This last one seems to me the most ominous. There is little that is more frightening than the notion of drought. The fish are gone. OK, we can adjust. The oil has dried up. Well, lets learn to exploit what alternatives we have more effectively. What replacement is there for water? This is of course a rhetorical question as there is none. The American Southwest is becoming increasingly reliant on tanker trucks from the Great Lakes. There are plans in place to commence water shipments from Lake Sitka in Alaska to the Indian subcontinent. There is evidence to suggest that the movement of these resources is causing the distributed weight of the planet to shift which could in theory change the spatial behavior of the earth.
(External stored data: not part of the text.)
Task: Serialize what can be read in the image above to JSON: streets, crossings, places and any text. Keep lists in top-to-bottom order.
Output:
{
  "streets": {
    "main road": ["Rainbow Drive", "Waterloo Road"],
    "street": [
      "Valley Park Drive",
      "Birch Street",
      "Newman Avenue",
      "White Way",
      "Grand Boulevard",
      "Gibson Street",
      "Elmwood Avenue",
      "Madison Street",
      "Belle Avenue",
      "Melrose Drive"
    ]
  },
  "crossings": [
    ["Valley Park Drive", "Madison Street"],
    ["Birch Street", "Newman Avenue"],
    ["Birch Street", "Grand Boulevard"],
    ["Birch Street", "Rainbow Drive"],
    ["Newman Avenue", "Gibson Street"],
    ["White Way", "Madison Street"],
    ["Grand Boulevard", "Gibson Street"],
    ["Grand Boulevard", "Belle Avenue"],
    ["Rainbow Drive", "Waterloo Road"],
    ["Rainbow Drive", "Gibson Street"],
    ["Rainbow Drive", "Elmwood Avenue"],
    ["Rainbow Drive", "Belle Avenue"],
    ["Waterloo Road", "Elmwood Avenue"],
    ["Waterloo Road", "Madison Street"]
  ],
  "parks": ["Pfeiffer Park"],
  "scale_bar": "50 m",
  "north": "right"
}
We are actually changing the weight of the planet. We have no idea what that could mean. It does however provide a simpler path to dark theories.
I do not suffer notions of doomsday, or the popular culture that loves to speculate, gladly. Prognosticating cataclysm has developed a cult that does not fear the apocalypse but actually derives a perverse enjoyment out of the coming end. They love the movies, the tv shows, the books that tell of our inevitable demise with relish. It is incomprehensible to me. This is not to say that I do not share a certain foreboding, that when I look at young children I do not wonder what their world will be like as they pass through it. It frightens me and I have found myself at a loss as to how I might make a valuable response.
In the documentary Collapse Michael Ruppert uses the Titanic as a metaphor to examine potential responses to catastrophe. He breaks it down into three basic types. The first is to pretend there is nothing wrong. “Iceberg? What iceberg? We’re fine. I’m going to the bar.” The next is panic. “Iceberg! There aren’t enough life boats! We’re all gonna die!” The final one Mr. Ruppert considers and the one he has a kinship with is to find a leader. “Iceberg? There aren’t enough lifeboats? How do we go about building some?” This is of course the response he advocates and it’s one that I totally respect. I think though that there might be a fourth response and it might go something like this. “Iceberg? Shit, that sucks. Well, you guys get to work on those lifeboats. I’ll go to the bar and get everything ready for you when you need a break.”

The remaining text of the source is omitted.